Granted, genetic manipulation has been a dream for decades. Here’s what is different now.
Would you pay to give your child a genetic advantage, to make them smarter than their peers, taller, or more beautiful? This is a question that will become relevant within a few decades — if not sooner.
Gene sequencing will cost only a couple of dollars per human. A new generation of genetic editing tools, most notably CRISPR, have made it ridiculously easy to edit the human genome. Rapid advances in computing power will make it easier to understand the minute interplays between the dozens — if not hundreds — of genes that impact complex but valuable characteristics such as intelligence and patience. And, frankly, as artificial intelligence lets machines take on more and more complicated human tasks, we humans may need a genetic boost.
Unfortunately, the rich will likely be able to buy access to better genetics sooner than the rest of us — unless society intervenes. Do we really want a world where money can buy genetic superiority?
Granted, genetic manipulation has been a dream for decades. Here’s what is different now.
To start with, the cost of sequencing and mapping genes has plummeted. The initial Human Genome Project cost over $1 billion. It is presently below $1,000 for a human genome to be sequenced and should fall below $100 over the next few years. That cost will continue to drop rapidly. Within five years, having your genes sequenced will cost less than a fancy cup of coffee.
Also importantly, the available computing power to analyze these sequences has never been greater.
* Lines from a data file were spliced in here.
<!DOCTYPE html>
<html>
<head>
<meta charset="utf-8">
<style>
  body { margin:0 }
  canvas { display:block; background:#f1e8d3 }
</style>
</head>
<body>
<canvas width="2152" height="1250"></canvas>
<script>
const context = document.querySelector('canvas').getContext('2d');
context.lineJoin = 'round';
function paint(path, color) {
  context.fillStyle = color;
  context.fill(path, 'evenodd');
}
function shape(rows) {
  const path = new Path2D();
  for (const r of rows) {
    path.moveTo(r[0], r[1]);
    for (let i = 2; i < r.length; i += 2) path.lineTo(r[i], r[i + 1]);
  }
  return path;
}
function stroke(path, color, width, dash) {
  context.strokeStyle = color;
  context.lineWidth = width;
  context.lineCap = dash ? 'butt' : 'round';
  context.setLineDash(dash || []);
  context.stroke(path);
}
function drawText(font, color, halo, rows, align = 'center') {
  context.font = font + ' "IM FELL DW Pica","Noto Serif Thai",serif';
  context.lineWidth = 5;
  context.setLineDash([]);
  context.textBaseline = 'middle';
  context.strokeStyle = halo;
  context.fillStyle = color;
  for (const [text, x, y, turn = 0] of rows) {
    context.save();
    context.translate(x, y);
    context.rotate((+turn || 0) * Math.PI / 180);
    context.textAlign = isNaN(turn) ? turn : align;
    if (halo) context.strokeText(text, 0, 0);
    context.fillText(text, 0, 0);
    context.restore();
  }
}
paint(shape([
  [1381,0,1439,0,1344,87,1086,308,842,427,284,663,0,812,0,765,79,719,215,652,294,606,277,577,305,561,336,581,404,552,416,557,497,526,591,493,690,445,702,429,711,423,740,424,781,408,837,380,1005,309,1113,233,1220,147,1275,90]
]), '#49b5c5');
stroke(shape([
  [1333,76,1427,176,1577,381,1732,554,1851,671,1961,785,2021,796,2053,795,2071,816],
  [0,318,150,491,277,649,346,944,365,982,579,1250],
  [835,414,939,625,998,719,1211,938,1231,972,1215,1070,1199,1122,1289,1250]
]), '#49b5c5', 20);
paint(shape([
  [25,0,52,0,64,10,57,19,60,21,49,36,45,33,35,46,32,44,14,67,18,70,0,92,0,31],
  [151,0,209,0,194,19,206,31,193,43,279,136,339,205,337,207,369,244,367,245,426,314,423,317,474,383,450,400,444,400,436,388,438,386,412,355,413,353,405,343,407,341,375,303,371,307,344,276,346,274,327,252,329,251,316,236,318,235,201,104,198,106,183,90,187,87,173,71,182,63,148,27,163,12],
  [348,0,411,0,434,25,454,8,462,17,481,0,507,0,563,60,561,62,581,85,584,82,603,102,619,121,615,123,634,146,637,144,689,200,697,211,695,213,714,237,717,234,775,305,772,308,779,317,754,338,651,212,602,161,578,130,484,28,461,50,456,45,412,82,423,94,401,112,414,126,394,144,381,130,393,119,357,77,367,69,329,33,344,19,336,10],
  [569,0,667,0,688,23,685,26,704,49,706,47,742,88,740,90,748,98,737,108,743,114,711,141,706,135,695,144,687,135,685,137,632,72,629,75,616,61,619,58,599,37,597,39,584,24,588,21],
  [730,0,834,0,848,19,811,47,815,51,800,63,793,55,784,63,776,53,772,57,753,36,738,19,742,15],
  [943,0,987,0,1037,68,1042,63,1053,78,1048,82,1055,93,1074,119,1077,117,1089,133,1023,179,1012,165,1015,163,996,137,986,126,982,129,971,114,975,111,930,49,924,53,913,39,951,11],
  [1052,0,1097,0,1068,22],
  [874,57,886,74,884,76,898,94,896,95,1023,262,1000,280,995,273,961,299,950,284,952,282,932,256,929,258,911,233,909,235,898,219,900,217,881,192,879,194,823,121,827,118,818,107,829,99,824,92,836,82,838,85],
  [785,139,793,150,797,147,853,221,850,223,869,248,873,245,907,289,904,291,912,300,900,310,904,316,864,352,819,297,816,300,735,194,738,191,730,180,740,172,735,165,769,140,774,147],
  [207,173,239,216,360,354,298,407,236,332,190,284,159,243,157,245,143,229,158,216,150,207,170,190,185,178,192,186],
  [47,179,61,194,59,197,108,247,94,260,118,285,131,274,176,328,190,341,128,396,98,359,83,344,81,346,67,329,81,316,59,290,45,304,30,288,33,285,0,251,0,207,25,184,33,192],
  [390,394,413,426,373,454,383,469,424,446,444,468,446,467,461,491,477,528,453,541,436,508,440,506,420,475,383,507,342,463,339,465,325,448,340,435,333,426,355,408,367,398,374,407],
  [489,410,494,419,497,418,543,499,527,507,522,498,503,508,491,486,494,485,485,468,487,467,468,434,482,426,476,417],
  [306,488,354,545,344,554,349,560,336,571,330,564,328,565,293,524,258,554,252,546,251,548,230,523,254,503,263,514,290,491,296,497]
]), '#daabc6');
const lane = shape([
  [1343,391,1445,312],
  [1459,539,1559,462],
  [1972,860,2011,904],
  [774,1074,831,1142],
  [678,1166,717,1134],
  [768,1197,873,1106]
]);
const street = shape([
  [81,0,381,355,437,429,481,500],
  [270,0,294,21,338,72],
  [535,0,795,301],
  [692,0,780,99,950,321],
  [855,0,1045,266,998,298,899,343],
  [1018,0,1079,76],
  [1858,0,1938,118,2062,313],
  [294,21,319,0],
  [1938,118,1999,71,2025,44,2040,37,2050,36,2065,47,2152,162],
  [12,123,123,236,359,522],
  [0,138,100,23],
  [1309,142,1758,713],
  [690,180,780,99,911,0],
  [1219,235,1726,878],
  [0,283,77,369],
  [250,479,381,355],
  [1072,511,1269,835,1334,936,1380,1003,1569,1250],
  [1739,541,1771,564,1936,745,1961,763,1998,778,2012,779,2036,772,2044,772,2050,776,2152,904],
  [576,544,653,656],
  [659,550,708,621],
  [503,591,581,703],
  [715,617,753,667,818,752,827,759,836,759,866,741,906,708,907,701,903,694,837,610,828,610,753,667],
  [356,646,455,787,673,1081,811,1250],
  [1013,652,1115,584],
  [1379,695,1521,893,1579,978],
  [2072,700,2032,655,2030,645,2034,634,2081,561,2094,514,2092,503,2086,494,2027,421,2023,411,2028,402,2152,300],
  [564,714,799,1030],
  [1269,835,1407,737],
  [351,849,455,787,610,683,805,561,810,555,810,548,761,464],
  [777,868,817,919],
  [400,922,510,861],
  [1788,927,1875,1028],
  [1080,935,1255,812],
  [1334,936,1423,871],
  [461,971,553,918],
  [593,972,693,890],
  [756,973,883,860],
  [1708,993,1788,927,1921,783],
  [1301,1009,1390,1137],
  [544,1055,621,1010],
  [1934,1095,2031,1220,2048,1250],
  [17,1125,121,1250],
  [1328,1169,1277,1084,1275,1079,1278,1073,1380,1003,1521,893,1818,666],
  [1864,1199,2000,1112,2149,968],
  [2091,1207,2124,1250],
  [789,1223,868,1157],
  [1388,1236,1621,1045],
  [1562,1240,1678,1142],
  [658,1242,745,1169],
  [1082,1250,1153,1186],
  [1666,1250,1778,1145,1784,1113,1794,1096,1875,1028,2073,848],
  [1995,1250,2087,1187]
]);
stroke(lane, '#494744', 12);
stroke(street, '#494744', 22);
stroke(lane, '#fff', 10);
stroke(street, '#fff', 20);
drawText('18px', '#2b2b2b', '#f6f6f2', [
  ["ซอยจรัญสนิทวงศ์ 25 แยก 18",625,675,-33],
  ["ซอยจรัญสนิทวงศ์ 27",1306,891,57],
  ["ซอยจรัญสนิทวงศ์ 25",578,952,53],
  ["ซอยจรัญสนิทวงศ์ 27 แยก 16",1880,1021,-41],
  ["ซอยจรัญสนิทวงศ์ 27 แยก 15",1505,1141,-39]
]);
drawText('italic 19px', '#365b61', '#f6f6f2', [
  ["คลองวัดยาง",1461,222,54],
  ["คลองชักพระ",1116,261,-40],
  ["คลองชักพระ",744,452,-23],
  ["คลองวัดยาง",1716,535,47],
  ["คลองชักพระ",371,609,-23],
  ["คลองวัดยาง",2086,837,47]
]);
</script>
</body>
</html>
The rise of cloud computing, pioneered by Amazon’s Elastic Compute Cloud, and increases in processing power have made it possible to build on-demand analytics systems that researchers can use to unravel the minute interactions of genes. In other words, they have access to supercomputing power but at a fraction of the cost of building a supercomputer — and without all the wires, cables, real estate, and technicians required.
The real breakthrough and missing piece, however, is CRISPR. The acronym is short for Clustered Regularly Interspaced Short Palindromic Repeats. CRISPR is actually an ancient self-defense mechanism of bacteria that modern scientists repurposed for laser-targeted gene editing. It is not a huge overstatement to say that CRISPR has made genetic manipulation a backyard hobby. In fact, DIY geneticists are using CRISPR to modify the genes of pure-bred dogs to try to improve their health. And a DIY CRISPR kit called the Odin is on sale online. In the very near future, CRISPR editing will be akin to cutting and pasting characters in a Microsoft Word document.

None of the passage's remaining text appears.